Thursday, March 16, 2017

Why Libraries are Important (to me).

I grew up in libraries. As a toddler I went to story hours. I got my first library card when I was around 6 (before then, I was checking out books on my parents' cards), and by age 8, I was checking out books from the "adult" section. I volunteered in my town library in high school, and later (also in high school) worked there as a Page.

In college, I spent a lot of time in my school's library, researching for papers, finding quiet areas to study. As a young adult living in Boston, the library was my safe haven. It was the place I could go to write. It was the place I could to knit, or participate in community activities (including knitting groups). I have gone for movie nights, and book/author talks, and to see history collections, and art collections. (The Boston Public Library, especially, had a tiny gallery inside.)

When I moved to Pittsburgh, libraries were the first places I sought out. Among the very first people met, before even I started work at the new job and met my co-workers, I went to a knit/crochet group at a local library, one I am still going to at least 3x a month. I will be hosting/DMing an all female D&D group at a local library starting in April. I've hung out to write.

And yes. I check out books. DVDs. CDs. Ebooks. I love inter-library-loan. But a library is not, and never has been, just about the books for me.

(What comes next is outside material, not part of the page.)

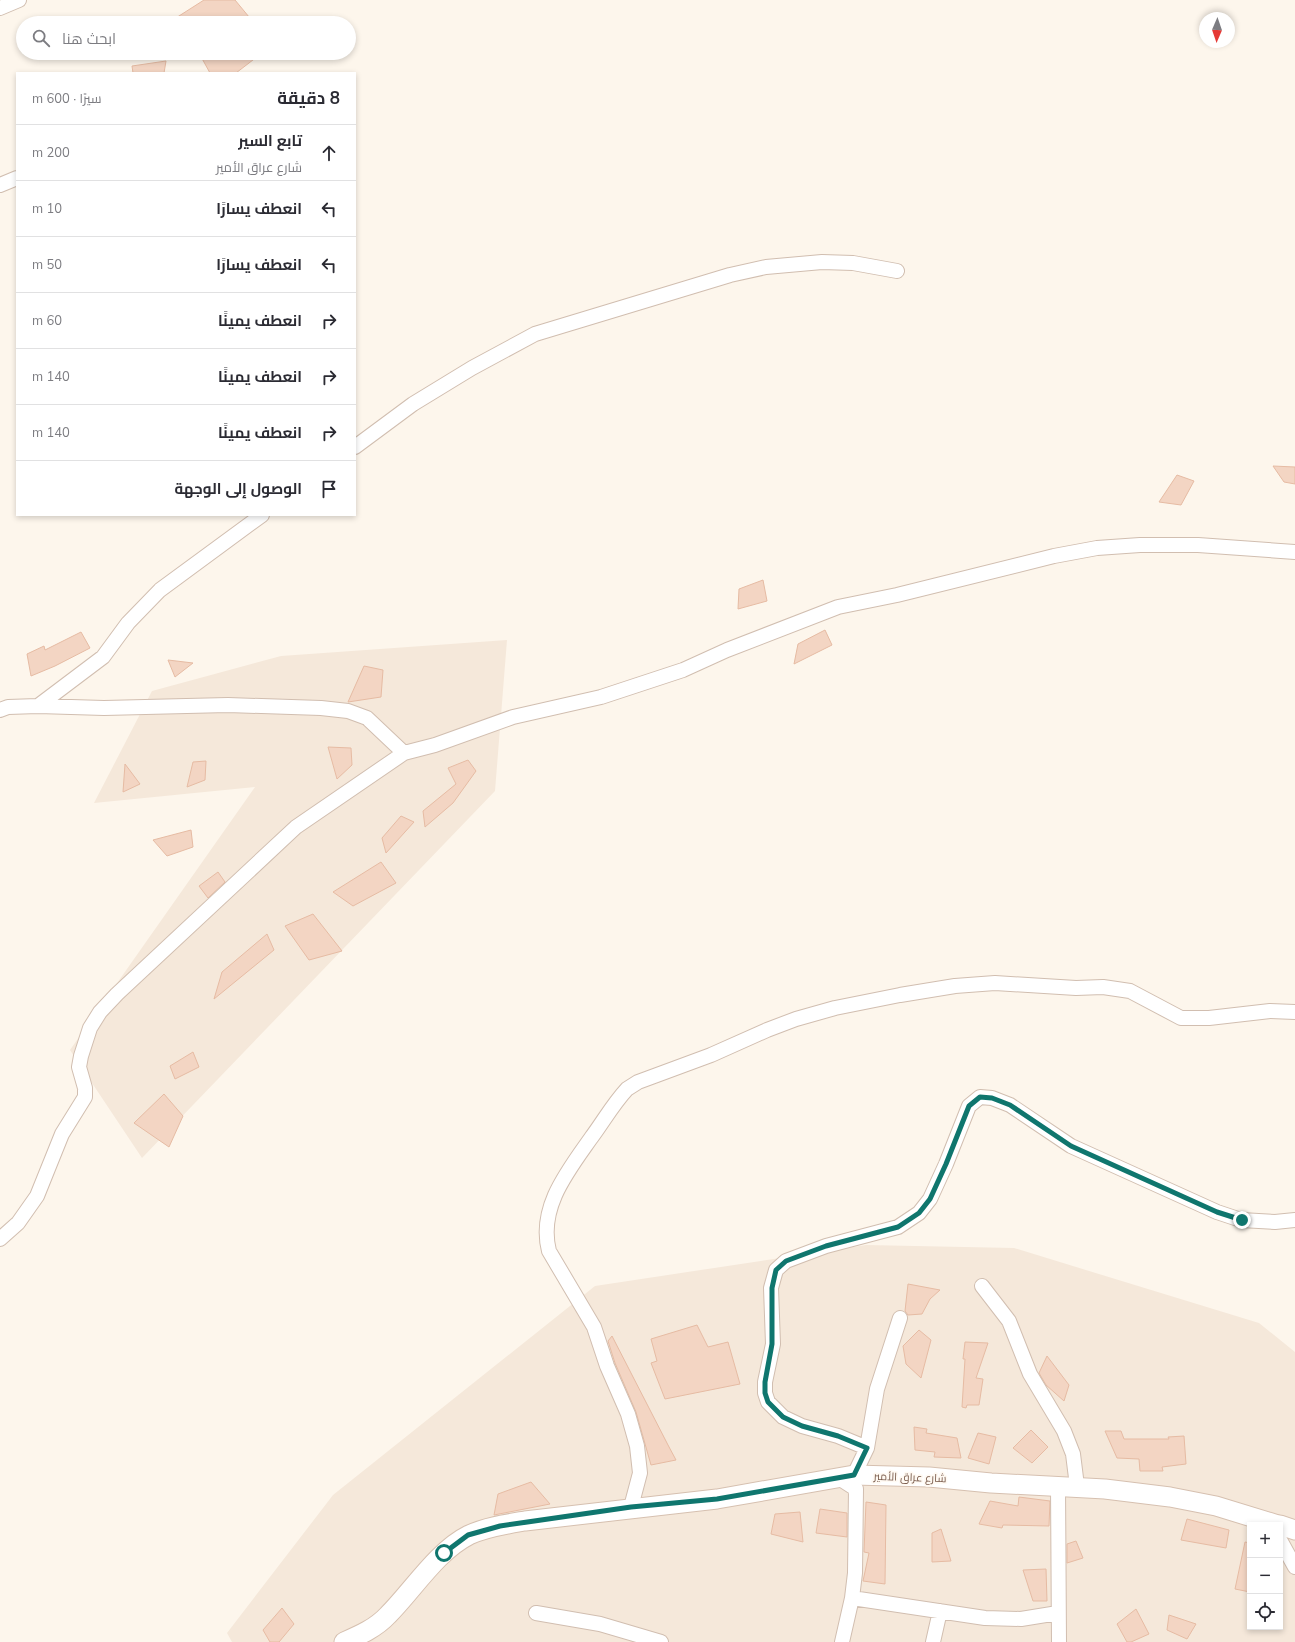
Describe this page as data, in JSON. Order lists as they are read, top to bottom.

Libraries offer that sense of a "third place" for so many; a place that is not your home, and not your work or school, but a third place you can go to relax, to connect (or disconnect, as the case may be), to be part of a community. A library has always been a place of community for me.

Yes, I am also a Librarian for a living. For all the reasons I detailed above. And even as I do not work in a public or academic libraries, the very ones I have sought and seek out continually, I use those resources they offer every single day. In work and in personal research and reading. Through inter-library-loan, I am borrowing theses and papers. In searching catalogs and databases, I am accessing journals.

Regardless, of how you use libraries, they are important. Let's not cut funding for them. Let's not risk this pillar of so many lives and so many communities.